Hosea Wheeler

No. 0 – Baylor Bears
- Position: Defensive lineman
- Class: Redshirt Senior

Personal information
- Listed height: 6 ft 3 in (1.91 m)
- Listed weight: 306 lb (139 kg)

Career information
- High school: Franklin (Elk Grove, California)
- College: Sacramento City (2021); Western Kentucky (2022–2024); Indiana (2025); Baylor (2026–present);

Awards and highlights
- CFP national champion (2025); First-team All-Conference USA (2024); Second-team All-Conference USA (2023);
- Stats at ESPN

= Hosea Wheeler =

American football player

Hosea Wheeler is an American college football defensive lineman for the Baylor Bears. He previously played for the Sacramento City Panthers, Western Kentucky Hilltoppers, and Indiana Hoosiers.

==Early life==
Wheeler attended Franklin High School in Elk Grove, California. He was a defensive lineman and tight end on the school's football team. An unranked college football prospect with no scholarship offers from major programs, he committed to play for the Sacramento City Panthers.

==College career==
Wheeler played his first season of college football for the Sacramento City Panthers, recording 24 tackles in nine games. He played the 2022–2024 seasons for the Western Kentucky Hilltoppers, redshirting the 2022 season after appearing in four games. He played in all 13 of Western Kentucky's games in 2023, starting in 11 games and recording 42 tackles, two sacks, one forced fumble, and one interception. Wheeler was named second-team All-Conference USA at defensive tackle in 2023. He started in all 14 games in 2024, recording 75 tackles, two sacks, one forced fumble, one fumble recovery, and two blocked kicks. Wheeler was named first-team All-Conference USA in 2024.
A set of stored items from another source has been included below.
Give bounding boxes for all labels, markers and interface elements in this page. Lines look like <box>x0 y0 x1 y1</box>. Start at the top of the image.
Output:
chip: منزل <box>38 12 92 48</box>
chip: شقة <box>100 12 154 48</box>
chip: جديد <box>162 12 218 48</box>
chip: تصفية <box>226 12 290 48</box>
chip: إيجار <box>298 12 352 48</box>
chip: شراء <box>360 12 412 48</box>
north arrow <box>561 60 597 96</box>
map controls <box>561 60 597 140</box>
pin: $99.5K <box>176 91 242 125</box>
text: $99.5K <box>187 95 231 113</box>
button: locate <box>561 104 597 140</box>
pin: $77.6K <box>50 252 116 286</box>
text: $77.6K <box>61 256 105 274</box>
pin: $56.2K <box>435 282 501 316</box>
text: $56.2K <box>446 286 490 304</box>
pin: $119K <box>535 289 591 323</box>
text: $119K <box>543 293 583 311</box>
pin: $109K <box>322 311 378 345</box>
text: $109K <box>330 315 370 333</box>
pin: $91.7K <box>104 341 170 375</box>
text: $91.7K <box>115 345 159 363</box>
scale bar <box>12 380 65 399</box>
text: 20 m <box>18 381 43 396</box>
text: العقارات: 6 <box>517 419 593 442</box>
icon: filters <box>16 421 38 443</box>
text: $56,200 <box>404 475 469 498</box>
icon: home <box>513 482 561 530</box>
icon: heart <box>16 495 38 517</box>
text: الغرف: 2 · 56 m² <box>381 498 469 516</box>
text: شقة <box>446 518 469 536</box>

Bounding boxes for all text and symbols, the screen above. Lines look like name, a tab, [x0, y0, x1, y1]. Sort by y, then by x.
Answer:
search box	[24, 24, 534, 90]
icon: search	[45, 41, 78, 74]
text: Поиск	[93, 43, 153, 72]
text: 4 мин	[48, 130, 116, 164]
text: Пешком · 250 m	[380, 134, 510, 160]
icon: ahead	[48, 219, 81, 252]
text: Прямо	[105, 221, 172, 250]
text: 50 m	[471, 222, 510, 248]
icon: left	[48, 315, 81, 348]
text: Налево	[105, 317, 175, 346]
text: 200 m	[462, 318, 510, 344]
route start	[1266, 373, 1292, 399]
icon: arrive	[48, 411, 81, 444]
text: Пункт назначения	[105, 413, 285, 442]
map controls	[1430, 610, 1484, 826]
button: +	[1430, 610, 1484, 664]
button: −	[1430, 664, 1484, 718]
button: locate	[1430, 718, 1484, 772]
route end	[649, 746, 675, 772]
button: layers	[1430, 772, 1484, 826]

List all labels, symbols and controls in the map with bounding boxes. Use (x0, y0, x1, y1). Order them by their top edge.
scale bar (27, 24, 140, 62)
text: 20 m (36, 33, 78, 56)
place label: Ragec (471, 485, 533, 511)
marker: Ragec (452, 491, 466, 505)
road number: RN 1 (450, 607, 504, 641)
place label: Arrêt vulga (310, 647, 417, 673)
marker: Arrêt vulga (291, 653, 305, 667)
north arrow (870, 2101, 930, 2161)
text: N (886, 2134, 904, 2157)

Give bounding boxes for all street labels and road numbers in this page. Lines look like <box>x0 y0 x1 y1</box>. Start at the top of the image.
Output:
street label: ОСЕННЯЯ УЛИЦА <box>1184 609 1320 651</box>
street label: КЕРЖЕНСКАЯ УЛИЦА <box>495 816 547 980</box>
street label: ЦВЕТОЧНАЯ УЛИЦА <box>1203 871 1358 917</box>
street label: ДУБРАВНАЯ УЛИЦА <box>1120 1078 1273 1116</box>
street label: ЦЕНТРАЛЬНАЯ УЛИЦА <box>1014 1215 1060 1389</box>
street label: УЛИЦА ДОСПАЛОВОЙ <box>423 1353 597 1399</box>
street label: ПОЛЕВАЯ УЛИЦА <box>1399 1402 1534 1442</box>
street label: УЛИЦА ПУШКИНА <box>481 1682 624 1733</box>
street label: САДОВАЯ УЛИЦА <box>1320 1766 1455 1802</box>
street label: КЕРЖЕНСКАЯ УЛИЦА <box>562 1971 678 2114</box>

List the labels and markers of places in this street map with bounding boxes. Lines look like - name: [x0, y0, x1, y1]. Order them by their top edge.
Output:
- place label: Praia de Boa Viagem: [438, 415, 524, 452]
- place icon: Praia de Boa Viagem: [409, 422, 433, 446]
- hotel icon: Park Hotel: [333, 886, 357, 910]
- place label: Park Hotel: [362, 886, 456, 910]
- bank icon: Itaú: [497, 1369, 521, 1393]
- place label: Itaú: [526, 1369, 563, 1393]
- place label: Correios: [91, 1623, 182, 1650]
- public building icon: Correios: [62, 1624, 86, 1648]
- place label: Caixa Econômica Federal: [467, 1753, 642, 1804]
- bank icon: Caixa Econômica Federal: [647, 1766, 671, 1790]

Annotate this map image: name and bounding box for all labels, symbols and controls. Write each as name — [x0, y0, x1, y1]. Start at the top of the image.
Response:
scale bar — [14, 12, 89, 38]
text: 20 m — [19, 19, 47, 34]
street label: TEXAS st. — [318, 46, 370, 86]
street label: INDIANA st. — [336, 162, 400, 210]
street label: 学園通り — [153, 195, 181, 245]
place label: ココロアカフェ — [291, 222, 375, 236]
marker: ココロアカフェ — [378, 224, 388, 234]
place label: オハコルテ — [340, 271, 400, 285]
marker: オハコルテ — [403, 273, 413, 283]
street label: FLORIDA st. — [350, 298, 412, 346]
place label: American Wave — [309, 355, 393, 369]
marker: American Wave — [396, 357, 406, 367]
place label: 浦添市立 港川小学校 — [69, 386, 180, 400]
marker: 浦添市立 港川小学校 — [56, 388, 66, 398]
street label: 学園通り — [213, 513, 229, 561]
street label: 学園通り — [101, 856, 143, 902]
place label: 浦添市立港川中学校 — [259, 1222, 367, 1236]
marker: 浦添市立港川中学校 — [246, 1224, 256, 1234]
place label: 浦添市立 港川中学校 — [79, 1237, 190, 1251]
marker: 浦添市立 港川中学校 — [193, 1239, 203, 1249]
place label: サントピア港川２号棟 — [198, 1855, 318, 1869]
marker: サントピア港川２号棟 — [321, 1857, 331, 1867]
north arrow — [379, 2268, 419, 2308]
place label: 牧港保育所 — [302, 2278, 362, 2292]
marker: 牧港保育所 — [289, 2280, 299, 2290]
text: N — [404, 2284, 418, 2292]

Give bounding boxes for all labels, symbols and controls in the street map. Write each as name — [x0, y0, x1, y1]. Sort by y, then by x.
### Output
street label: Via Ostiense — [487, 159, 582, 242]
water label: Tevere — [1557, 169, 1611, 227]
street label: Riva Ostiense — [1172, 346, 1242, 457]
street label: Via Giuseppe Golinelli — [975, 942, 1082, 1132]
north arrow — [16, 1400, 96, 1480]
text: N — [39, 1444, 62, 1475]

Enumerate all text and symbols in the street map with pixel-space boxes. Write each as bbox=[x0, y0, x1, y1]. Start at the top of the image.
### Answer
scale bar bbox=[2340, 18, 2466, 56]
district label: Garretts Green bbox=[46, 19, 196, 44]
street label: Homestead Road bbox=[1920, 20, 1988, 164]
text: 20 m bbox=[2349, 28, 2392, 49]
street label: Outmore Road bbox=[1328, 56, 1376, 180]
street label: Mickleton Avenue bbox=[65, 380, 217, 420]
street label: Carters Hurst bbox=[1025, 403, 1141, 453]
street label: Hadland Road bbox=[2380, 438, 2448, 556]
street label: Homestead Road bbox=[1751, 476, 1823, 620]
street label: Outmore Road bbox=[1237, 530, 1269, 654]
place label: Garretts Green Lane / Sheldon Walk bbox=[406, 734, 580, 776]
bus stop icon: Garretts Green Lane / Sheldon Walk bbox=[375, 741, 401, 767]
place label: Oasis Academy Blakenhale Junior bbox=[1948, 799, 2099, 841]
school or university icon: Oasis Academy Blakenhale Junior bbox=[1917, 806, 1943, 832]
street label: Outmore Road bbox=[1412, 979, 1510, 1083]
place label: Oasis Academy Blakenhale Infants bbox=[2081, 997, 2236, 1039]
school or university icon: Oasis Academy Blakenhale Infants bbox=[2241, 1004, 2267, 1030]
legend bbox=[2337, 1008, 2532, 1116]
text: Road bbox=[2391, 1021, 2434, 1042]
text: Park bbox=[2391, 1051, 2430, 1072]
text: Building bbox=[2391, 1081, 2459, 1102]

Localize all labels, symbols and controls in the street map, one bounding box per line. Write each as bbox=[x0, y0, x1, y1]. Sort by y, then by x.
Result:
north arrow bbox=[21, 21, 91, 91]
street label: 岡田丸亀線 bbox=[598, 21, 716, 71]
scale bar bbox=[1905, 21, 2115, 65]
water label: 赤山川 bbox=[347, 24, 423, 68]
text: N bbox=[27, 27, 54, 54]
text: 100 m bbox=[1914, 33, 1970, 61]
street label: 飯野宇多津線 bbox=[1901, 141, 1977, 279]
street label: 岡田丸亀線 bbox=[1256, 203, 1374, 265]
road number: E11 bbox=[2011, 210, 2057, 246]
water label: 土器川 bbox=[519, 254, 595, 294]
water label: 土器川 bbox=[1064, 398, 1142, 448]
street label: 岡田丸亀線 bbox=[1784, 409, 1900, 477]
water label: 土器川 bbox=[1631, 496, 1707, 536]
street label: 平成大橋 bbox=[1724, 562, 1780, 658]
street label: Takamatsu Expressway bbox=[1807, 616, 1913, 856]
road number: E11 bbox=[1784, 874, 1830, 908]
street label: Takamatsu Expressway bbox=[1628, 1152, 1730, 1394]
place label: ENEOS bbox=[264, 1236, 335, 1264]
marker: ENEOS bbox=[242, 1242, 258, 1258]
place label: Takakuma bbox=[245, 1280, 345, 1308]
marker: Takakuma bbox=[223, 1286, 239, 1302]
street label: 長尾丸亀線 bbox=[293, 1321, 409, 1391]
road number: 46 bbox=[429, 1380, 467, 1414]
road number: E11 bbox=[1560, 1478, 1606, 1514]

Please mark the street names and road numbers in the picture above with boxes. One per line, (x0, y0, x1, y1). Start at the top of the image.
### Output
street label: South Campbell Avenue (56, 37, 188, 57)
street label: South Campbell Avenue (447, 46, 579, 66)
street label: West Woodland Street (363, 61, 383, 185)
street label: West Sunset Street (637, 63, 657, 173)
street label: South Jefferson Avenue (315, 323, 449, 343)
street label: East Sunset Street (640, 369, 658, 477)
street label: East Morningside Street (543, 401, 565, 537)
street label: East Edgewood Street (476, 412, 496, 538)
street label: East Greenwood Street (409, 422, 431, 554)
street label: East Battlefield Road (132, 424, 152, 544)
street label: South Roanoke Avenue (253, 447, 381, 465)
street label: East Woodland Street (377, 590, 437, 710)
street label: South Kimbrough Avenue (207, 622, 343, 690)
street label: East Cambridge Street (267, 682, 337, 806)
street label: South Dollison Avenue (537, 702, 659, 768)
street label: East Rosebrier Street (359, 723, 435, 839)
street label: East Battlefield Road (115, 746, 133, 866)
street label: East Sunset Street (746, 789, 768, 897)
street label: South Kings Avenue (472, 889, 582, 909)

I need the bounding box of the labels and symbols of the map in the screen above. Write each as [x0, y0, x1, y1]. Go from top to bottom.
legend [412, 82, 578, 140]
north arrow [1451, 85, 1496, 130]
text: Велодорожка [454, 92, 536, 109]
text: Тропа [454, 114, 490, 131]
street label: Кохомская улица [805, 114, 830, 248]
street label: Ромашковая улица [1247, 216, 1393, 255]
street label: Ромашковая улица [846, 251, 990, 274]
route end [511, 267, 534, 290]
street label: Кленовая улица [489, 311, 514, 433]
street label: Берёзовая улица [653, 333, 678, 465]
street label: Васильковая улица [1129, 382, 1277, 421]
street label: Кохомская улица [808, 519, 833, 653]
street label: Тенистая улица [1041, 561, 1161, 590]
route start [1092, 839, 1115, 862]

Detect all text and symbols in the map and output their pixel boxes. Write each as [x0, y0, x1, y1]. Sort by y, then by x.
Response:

Wheeler transferred to play for the Indiana Hoosiers in 2025, a team that had vacancies at defensive tackle after the graduation of James Carpenter and CJ West. He made one tackle in Indiana's 27–21 win against the Miami Hurricanes in the 2026 College Football Playoff National Championship. At the end of the 2025 season, Wheeler entered the NCAA transfer portal.

On January 25, 2026, Wheeler announced his transfer to the Baylor Bears.